■ TASK BRIEF: Of all the lines in these entries, count those that contain "rendered" and give only the total.

■ Saved data entries:
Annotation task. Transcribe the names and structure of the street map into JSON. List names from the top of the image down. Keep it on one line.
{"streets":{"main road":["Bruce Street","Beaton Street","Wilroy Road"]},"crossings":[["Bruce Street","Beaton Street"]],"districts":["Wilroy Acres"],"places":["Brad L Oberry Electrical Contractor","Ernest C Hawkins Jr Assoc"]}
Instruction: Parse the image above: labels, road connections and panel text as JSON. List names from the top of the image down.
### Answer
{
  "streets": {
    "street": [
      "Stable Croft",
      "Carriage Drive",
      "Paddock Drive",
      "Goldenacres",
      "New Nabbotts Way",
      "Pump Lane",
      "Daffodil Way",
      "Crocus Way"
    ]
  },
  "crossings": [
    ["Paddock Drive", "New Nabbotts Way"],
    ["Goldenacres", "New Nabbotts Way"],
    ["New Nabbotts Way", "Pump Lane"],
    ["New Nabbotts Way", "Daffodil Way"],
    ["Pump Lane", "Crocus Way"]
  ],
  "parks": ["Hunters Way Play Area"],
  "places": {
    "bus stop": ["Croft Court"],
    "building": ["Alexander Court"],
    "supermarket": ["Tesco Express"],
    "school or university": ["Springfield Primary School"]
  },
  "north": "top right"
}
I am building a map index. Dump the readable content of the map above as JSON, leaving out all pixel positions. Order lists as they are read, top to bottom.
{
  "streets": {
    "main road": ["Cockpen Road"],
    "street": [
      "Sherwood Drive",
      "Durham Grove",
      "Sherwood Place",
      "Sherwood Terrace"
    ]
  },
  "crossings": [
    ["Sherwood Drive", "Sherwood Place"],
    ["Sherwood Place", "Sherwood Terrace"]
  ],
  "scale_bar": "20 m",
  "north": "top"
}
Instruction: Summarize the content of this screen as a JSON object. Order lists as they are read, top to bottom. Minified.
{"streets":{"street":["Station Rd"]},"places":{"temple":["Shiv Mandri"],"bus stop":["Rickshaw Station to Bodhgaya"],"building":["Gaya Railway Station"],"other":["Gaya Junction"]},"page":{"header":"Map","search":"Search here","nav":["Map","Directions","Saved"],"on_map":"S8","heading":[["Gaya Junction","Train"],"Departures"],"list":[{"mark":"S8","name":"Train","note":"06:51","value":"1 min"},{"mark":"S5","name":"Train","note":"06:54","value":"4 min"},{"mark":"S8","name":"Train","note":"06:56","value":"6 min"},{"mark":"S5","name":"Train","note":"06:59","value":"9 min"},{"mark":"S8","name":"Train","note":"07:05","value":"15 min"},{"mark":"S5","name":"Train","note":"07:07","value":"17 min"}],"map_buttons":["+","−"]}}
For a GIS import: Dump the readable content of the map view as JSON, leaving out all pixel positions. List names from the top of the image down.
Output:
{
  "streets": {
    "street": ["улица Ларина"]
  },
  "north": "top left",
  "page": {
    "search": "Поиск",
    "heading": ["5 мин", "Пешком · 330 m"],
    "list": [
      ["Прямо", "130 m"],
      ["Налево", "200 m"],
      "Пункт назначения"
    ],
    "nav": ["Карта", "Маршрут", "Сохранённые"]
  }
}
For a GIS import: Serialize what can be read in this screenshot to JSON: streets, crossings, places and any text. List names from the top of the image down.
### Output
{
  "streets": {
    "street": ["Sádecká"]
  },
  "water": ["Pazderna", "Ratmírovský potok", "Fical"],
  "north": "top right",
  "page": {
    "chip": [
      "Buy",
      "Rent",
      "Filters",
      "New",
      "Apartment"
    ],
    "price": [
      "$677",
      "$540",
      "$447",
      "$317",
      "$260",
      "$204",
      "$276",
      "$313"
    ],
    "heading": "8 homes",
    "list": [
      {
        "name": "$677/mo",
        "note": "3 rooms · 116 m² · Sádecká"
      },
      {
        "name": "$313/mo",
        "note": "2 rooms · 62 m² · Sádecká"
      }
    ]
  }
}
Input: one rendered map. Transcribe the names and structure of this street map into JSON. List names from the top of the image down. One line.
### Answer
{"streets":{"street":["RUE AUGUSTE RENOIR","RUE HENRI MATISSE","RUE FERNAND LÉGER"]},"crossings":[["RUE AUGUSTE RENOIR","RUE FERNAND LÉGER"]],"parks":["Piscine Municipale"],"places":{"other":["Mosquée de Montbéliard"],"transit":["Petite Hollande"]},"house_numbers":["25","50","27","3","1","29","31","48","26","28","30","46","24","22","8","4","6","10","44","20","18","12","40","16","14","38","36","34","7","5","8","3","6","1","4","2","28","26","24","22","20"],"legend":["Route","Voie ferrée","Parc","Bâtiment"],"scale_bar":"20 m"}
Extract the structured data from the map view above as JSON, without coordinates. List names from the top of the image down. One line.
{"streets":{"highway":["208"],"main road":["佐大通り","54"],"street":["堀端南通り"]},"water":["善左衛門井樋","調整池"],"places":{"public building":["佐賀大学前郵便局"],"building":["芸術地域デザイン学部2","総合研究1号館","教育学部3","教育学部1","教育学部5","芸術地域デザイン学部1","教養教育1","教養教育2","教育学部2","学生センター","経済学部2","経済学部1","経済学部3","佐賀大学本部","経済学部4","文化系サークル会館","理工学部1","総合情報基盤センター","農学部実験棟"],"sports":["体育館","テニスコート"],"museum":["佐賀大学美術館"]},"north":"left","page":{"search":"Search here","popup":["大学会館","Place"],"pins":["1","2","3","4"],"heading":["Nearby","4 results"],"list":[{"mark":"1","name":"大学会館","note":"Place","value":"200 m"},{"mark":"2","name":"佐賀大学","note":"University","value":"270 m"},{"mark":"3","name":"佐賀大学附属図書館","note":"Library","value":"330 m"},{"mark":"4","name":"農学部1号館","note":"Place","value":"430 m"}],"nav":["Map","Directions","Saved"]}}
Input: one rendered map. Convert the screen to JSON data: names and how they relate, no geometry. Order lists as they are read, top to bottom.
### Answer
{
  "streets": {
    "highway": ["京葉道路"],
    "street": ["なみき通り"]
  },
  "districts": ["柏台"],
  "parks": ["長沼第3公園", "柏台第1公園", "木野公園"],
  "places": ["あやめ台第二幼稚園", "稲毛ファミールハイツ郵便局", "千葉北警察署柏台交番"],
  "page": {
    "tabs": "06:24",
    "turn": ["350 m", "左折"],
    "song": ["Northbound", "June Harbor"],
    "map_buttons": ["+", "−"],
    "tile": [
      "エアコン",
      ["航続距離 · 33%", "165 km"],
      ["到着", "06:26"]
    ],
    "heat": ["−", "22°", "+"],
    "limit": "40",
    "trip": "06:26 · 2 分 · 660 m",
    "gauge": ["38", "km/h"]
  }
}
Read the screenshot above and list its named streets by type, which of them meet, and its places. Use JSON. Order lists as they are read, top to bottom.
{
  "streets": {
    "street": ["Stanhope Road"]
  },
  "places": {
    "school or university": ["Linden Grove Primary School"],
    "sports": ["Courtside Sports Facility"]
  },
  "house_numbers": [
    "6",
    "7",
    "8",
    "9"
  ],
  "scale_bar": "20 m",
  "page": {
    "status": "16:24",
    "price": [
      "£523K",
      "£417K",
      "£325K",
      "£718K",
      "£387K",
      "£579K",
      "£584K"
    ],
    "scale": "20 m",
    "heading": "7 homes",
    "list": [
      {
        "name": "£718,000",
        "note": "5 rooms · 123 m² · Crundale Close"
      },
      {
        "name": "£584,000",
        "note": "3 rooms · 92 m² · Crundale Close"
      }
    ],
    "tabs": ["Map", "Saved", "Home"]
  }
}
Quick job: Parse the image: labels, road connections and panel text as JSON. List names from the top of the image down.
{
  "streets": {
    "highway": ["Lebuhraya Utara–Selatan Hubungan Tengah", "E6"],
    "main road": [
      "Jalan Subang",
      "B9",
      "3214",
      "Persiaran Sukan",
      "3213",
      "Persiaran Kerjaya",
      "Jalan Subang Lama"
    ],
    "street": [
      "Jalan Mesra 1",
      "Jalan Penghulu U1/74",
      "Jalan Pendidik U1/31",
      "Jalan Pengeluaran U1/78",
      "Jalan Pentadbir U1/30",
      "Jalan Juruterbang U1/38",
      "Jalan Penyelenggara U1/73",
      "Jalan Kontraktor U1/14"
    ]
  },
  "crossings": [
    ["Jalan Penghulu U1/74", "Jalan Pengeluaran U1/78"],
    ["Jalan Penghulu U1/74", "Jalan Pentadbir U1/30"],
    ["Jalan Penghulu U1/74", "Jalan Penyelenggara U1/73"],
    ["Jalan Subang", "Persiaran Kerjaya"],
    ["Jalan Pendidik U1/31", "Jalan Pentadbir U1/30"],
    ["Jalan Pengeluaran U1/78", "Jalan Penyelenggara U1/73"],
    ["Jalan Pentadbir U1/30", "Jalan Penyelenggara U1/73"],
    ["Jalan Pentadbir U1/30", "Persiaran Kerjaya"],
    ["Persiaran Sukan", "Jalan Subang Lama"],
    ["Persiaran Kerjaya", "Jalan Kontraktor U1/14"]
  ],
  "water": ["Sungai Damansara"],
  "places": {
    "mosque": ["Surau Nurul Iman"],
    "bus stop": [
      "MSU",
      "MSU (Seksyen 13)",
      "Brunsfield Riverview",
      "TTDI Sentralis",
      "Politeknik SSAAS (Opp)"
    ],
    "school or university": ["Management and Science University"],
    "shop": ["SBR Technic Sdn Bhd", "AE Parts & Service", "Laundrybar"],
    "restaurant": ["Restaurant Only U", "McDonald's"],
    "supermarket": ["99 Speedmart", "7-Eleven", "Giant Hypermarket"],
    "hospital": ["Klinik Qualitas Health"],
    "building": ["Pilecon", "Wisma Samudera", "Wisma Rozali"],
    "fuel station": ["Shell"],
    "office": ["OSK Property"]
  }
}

■ RESPONSE AREA: 2